* _WHAT THE TASK REQUIRES_
In the entries below, some lines contain "Transcribe"; work out how many and answer with the figure only.

* _INPUT FOR THIS TASK_
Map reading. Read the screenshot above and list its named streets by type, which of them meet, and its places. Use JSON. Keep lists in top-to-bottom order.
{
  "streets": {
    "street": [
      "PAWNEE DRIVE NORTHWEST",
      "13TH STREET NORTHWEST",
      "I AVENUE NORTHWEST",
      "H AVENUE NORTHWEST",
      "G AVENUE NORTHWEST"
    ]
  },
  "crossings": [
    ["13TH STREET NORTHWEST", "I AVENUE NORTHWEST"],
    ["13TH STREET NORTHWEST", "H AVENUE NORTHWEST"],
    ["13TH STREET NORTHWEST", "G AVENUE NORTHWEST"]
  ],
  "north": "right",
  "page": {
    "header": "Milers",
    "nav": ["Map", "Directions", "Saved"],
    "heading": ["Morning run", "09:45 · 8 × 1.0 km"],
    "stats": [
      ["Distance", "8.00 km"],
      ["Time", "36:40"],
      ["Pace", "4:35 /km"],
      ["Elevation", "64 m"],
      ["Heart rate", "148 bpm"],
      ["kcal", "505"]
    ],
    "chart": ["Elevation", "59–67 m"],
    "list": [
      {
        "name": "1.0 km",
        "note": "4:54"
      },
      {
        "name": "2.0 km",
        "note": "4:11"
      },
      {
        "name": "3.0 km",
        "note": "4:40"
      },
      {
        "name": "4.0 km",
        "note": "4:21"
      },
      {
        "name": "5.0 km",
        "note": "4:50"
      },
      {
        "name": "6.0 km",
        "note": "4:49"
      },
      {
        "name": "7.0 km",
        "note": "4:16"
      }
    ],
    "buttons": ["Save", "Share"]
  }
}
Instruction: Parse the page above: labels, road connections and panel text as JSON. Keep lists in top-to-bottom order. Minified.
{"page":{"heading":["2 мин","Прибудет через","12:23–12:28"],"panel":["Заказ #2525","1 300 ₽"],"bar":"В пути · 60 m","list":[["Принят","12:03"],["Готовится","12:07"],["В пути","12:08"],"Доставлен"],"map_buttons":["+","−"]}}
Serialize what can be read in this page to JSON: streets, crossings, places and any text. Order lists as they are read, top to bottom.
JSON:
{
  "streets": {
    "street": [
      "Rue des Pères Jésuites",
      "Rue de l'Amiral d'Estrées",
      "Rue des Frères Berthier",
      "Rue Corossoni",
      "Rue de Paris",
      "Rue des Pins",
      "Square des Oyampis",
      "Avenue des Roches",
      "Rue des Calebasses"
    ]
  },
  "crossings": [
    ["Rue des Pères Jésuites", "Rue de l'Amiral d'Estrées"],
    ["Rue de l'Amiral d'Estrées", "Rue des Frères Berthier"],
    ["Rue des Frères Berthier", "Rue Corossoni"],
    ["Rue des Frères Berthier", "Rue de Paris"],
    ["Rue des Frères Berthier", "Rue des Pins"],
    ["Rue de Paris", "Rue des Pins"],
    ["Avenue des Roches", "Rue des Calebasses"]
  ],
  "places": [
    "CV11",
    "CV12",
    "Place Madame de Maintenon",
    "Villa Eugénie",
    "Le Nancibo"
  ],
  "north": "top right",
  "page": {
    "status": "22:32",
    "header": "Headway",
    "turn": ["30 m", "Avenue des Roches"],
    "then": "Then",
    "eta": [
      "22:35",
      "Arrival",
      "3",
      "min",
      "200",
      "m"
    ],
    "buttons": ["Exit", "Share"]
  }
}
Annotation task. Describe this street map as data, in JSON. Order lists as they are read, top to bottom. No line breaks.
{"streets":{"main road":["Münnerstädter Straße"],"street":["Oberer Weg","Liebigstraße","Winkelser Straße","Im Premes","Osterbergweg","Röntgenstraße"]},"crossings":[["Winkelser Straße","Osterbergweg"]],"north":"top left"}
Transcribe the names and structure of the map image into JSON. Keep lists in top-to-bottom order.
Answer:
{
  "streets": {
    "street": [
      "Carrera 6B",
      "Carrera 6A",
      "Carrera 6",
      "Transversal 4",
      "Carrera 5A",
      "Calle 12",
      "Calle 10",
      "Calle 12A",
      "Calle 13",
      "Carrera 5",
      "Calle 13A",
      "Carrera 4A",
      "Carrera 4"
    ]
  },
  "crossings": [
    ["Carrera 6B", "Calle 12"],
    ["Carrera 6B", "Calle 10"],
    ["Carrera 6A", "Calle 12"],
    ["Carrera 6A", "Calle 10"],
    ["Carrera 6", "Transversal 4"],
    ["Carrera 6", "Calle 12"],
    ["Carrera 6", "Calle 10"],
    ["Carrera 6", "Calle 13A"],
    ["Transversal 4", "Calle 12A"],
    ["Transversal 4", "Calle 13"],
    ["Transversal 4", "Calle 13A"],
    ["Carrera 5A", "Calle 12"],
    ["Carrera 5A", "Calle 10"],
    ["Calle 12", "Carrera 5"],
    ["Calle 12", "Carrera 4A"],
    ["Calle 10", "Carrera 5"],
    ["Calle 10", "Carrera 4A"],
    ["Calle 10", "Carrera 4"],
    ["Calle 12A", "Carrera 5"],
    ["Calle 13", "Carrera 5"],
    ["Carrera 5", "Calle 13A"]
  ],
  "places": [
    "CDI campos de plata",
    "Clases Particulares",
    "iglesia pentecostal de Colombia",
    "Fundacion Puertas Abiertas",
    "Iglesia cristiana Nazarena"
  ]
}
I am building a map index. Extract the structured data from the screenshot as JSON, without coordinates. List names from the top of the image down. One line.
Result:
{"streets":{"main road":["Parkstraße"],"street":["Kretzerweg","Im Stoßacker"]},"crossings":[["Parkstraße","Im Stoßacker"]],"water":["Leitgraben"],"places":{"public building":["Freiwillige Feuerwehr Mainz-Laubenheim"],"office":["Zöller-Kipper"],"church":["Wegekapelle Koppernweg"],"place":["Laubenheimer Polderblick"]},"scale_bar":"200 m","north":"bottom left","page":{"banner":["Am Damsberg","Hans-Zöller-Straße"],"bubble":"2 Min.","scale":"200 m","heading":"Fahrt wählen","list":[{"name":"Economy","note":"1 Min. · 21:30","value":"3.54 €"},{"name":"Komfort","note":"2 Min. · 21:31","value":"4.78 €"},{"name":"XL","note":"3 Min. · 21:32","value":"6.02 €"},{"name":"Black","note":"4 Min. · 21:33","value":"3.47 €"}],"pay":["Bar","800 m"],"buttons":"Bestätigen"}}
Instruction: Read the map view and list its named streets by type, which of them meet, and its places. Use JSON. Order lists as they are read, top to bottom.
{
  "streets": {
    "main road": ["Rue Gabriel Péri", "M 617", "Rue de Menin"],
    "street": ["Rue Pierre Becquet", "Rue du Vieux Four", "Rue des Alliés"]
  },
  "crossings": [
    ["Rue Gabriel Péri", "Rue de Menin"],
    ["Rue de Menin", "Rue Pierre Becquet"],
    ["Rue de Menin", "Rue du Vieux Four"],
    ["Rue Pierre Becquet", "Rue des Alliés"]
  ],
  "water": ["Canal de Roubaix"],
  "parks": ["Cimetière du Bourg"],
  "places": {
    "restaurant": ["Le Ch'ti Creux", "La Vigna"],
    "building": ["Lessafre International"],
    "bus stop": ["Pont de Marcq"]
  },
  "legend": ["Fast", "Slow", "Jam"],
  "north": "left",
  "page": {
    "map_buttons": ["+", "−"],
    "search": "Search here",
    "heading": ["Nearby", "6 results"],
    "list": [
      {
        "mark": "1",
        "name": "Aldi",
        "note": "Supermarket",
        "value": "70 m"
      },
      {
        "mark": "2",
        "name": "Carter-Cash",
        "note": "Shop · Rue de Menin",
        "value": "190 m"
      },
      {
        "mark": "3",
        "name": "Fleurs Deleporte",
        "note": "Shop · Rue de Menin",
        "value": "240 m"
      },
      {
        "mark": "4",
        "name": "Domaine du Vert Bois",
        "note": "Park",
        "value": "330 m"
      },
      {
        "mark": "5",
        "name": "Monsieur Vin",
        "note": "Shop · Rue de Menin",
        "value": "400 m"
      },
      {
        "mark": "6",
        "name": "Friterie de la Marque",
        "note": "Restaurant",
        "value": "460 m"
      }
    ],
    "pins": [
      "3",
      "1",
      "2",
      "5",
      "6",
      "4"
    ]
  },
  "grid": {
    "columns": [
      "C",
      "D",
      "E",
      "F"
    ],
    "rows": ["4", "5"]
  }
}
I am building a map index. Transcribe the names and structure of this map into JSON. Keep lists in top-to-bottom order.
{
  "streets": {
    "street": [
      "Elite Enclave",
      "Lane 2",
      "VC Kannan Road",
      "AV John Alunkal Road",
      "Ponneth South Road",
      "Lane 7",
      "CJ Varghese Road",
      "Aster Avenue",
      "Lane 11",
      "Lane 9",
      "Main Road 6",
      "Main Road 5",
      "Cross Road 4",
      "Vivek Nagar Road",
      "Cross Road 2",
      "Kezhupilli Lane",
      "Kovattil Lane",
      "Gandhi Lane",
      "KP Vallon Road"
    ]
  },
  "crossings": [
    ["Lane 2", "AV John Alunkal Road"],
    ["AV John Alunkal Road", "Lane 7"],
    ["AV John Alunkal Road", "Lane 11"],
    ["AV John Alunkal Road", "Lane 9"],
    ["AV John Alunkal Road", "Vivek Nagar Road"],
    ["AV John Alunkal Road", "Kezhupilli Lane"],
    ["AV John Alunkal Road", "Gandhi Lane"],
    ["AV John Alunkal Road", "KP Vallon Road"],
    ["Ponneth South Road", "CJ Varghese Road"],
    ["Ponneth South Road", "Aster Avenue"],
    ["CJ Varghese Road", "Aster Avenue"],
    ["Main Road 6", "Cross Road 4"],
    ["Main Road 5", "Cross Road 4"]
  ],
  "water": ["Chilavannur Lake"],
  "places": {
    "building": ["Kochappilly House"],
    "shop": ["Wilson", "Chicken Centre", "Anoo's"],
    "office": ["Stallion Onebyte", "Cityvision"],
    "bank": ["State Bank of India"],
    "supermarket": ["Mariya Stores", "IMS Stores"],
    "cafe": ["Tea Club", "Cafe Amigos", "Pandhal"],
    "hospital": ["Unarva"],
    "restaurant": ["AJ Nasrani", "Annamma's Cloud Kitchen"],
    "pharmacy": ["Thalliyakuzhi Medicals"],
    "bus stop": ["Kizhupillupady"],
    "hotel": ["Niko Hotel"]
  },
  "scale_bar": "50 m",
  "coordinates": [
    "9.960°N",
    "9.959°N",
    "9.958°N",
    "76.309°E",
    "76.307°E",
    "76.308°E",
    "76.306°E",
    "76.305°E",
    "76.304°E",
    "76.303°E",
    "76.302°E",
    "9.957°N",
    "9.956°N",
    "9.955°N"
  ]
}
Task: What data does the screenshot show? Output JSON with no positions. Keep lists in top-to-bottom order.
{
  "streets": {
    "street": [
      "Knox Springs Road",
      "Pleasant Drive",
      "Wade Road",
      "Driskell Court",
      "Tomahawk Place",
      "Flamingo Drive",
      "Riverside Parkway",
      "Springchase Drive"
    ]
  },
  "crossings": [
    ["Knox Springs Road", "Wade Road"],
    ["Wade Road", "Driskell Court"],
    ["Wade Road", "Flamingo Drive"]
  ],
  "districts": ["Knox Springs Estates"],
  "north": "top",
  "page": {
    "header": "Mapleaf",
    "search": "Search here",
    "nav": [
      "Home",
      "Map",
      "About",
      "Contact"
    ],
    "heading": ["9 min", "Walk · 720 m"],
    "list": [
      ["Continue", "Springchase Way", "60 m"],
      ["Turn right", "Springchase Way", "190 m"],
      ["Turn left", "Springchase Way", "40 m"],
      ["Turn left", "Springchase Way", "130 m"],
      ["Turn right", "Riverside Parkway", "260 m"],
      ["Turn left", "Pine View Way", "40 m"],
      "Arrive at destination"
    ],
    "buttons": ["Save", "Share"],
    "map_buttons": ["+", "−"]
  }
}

* _RESPONSE AREA_
2